Child Abuse Victims Need More Than Just Our Shock and Horror

adoption child abuse trauma Jun 08, 2023

While the publicity surrounding the rape of a two-year-old filled us all with horror - it served another purpose. It brought the subject into people's living rooms. 

Will this event force society to remove its rose-tinted glasses and acknowledge that infants are physically and sexually abused?

Might other abused children now be believed?

I'm writing this article on the 4th May 2009. It's the Bank Holiday and I've spent part of it reading newspapers and web pages about a four-year-old girl giving evidence at the Old Bailey of the anal rape she suffered some two years before at the hands of Baby P's killer. 

From the outrage expressed in newspaper articles one might assume that the rape of a child is a rare event. I wish. 

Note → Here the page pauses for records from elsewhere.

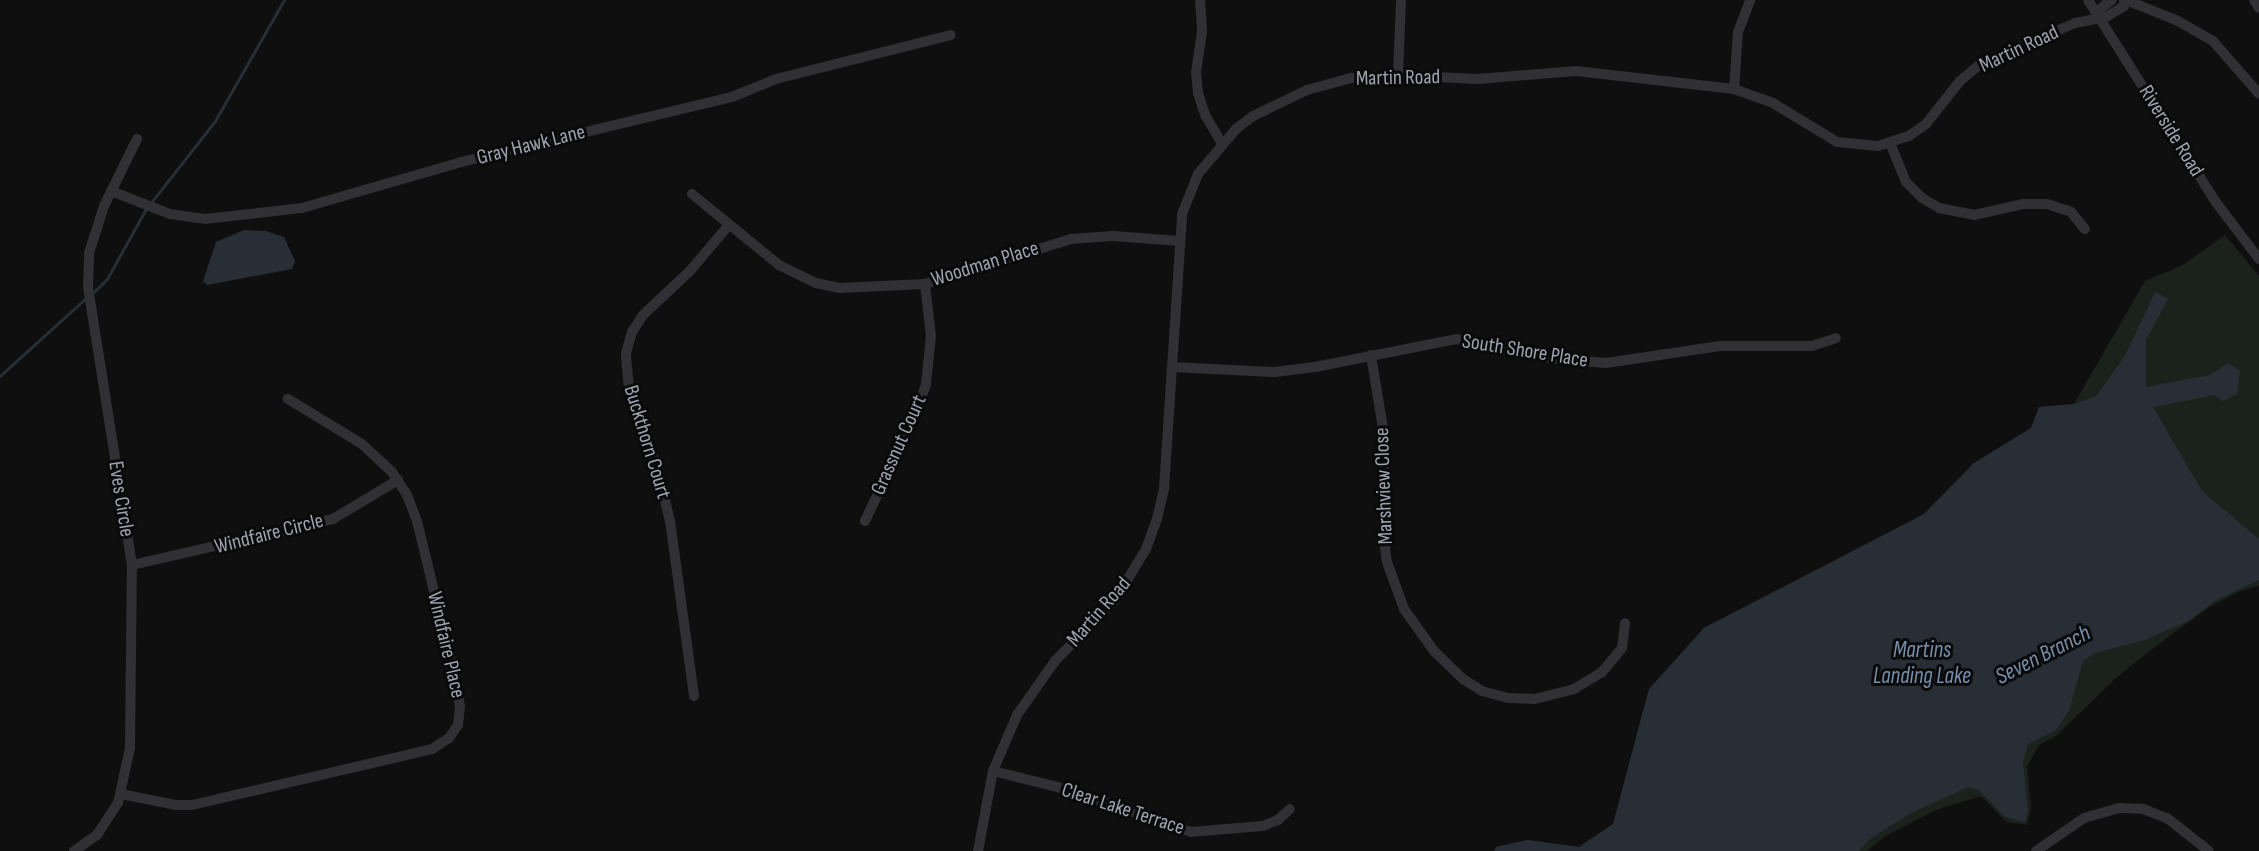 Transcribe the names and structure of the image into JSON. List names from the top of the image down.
{
  "streets": {
    "street": [
      "Martin Road",
      "Riverside Road",
      "Gray Hawk Lane",
      "Woodman Place",
      "South Shore Place",
      "Buckthorn Court",
      "Grassnut Court",
      "Marshview Close",
      "Eves Circle",
      "Windfaire Circle",
      "Windfaire Place",
      "Clear Lake Terrace"
    ]
  },
  "crossings": [
    ["Martin Road", "Riverside Road"],
    ["Martin Road", "Woodman Place"],
    ["Martin Road", "South Shore Place"],
    ["Martin Road", "Clear Lake Terrace"],
    ["Gray Hawk Lane", "Eves Circle"],
    ["Woodman Place", "Buckthorn Court"],
    ["Woodman Place", "Grassnut Court"],
    ["South Shore Place", "Marshview Close"],
    ["Eves Circle", "Windfaire Circle"],
    ["Eves Circle", "Windfaire Place"],
    ["Windfaire Circle", "Windfaire Place"]
  ],
  "water": ["Martins Landing Lake", "Seven Branch"]
} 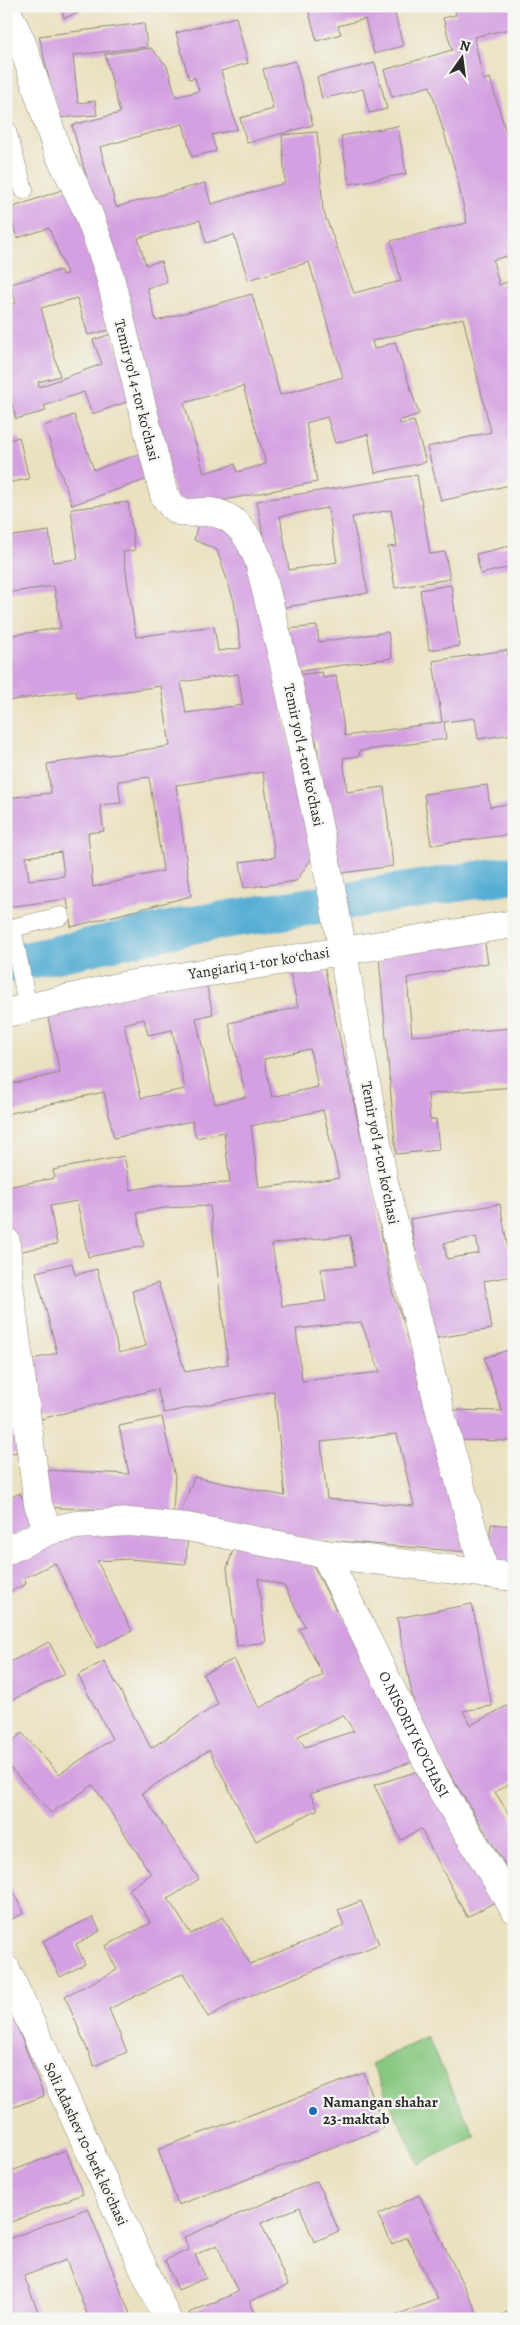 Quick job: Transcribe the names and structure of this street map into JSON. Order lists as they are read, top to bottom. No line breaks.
{"streets":{"street":["Temir yoʻl 4-tor koʻchasi","Yangiariq 1-tor koʻchasi","O.NISORIY KO'CHASI","Soli Adashev 10-berk koʻchasi"]},"crossings":[["Temir yoʻl 4-tor koʻchasi","Yangiariq 1-tor koʻchasi"]],"places":["Namangan shahar 23-maktab"],"north":"top"} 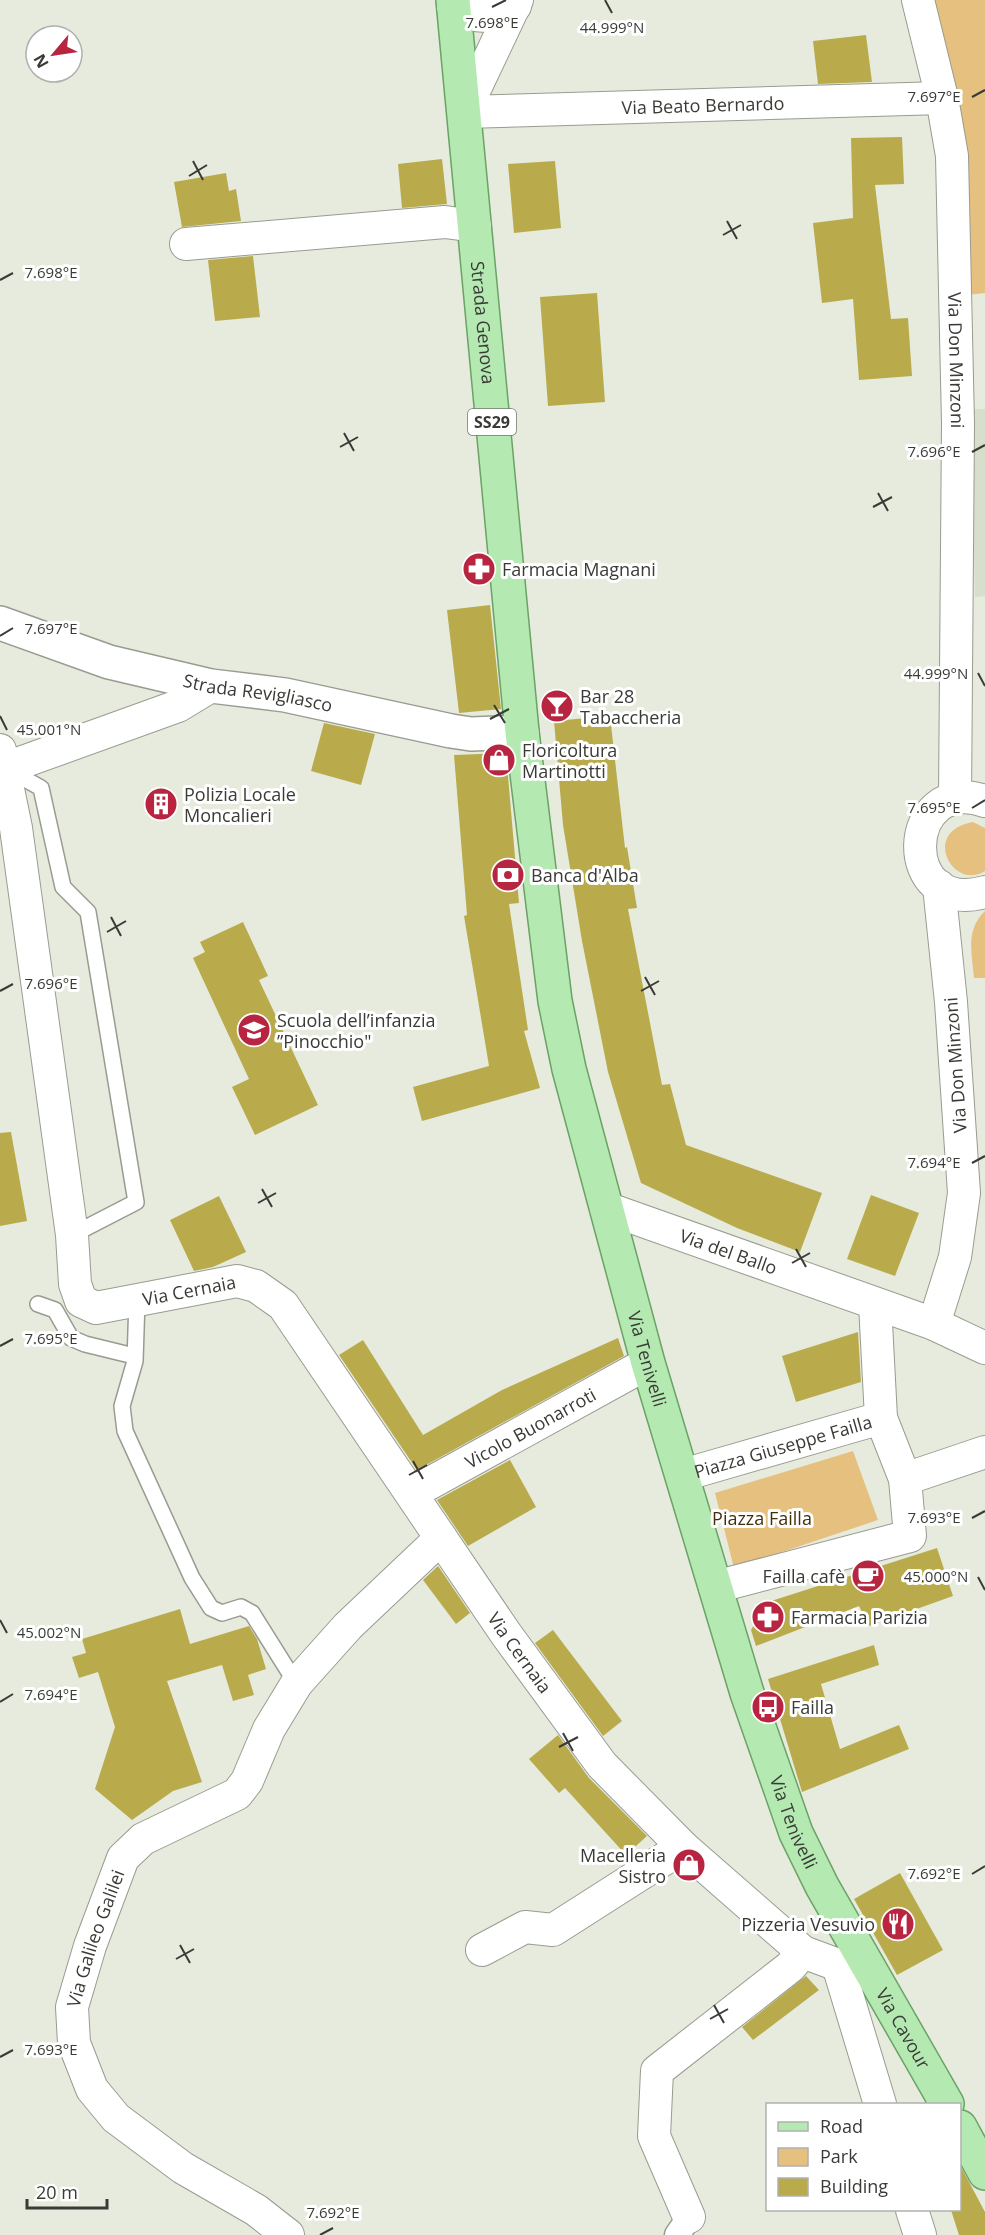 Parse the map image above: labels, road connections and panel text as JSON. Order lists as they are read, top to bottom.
{
  "streets": {
    "main road": [
      "Strada Genova",
      "SS29",
      "Via Tenivelli",
      "Via Cavour"
    ],
    "street": [
      "Via Beato Bernardo",
      "Via Don Minzoni",
      "Strada Revigliasco",
      "Via del Ballo",
      "Via Cernaia",
      "Vicolo Buonarroti",
      "Piazza Giuseppe Failla",
      "Via Galileo Galilei"
    ]
  },
  "crossings": [
    ["Via Beato Bernardo", "Strada Genova"],
    ["Via Beato Bernardo", "Via Don Minzoni"],
    ["Strada Genova", "Strada Revigliasco"],
    ["Strada Genova", "Via Tenivelli"],
    ["Via Don Minzoni", "Via del Ballo"],
    ["Strada Revigliasco", "Via Tenivelli"],
    ["Via del Ballo", "Via Tenivelli"],
    ["Via Cernaia", "Via Tenivelli"],
    ["Via Cernaia", "Vicolo Buonarroti"],
    ["Via Cernaia", "Via Galileo Galilei"],
    ["Via Cernaia", "Via Cavour"],
    ["Via Tenivelli", "Vicolo Buonarroti"],
    ["Via Tenivelli", "Piazza Giuseppe Failla"],
    ["Via Tenivelli", "Via Cavour"]
  ],
  "parks": ["Piazza Failla"],
  "places": {
    "pharmacy": ["Farmacia Magnani", "Farmacia Parizia"],
    "bar": ["Bar 28 Tabaccheria"],
    "shop": ["Floricoltura Martinotti", "Macelleria Sistro"],
    "building": ["Polizia Locale Moncalieri"],
    "bank": ["Banca d'Alba"],
    "school or university": ["Scuola dell’infanzia ”Pinocchio\""],
    "cafe": ["Failla cafè"],
    "bus stop": ["Failla"],
    "restaurant": ["Pizzeria Vesuvio"]
  },
  "legend": ["Road", "Park", "Building"],
  "scale_bar": "20 m",
  "north": "bottom left",
  "coordinates": [
    "7.698°E",
    "44.999°N",
    "7.697°E",
    "7.696°E",
    "45.001°N",
    "7.695°E",
    "7.694°E",
    "7.693°E",
    "45.000°N",
    "45.002°N",
    "7.692°E"
  ]
}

Really I do. I wish with all my being that no other child tells a sympathetic adult (police, foster carer or therapist), 'I was sleeping, he woke me up'.....'I was in my 'jamas (pyjamas)'...'He hurt me'...'He was being naught again'.....'He was lying down....like penguins do'......'I said, "Don't do it"'.

These quotes are from various trial reports in newspapers. I could list many other narratives from adopted and fostered children who a few years after placement were able to tell their new parents what happened to them. 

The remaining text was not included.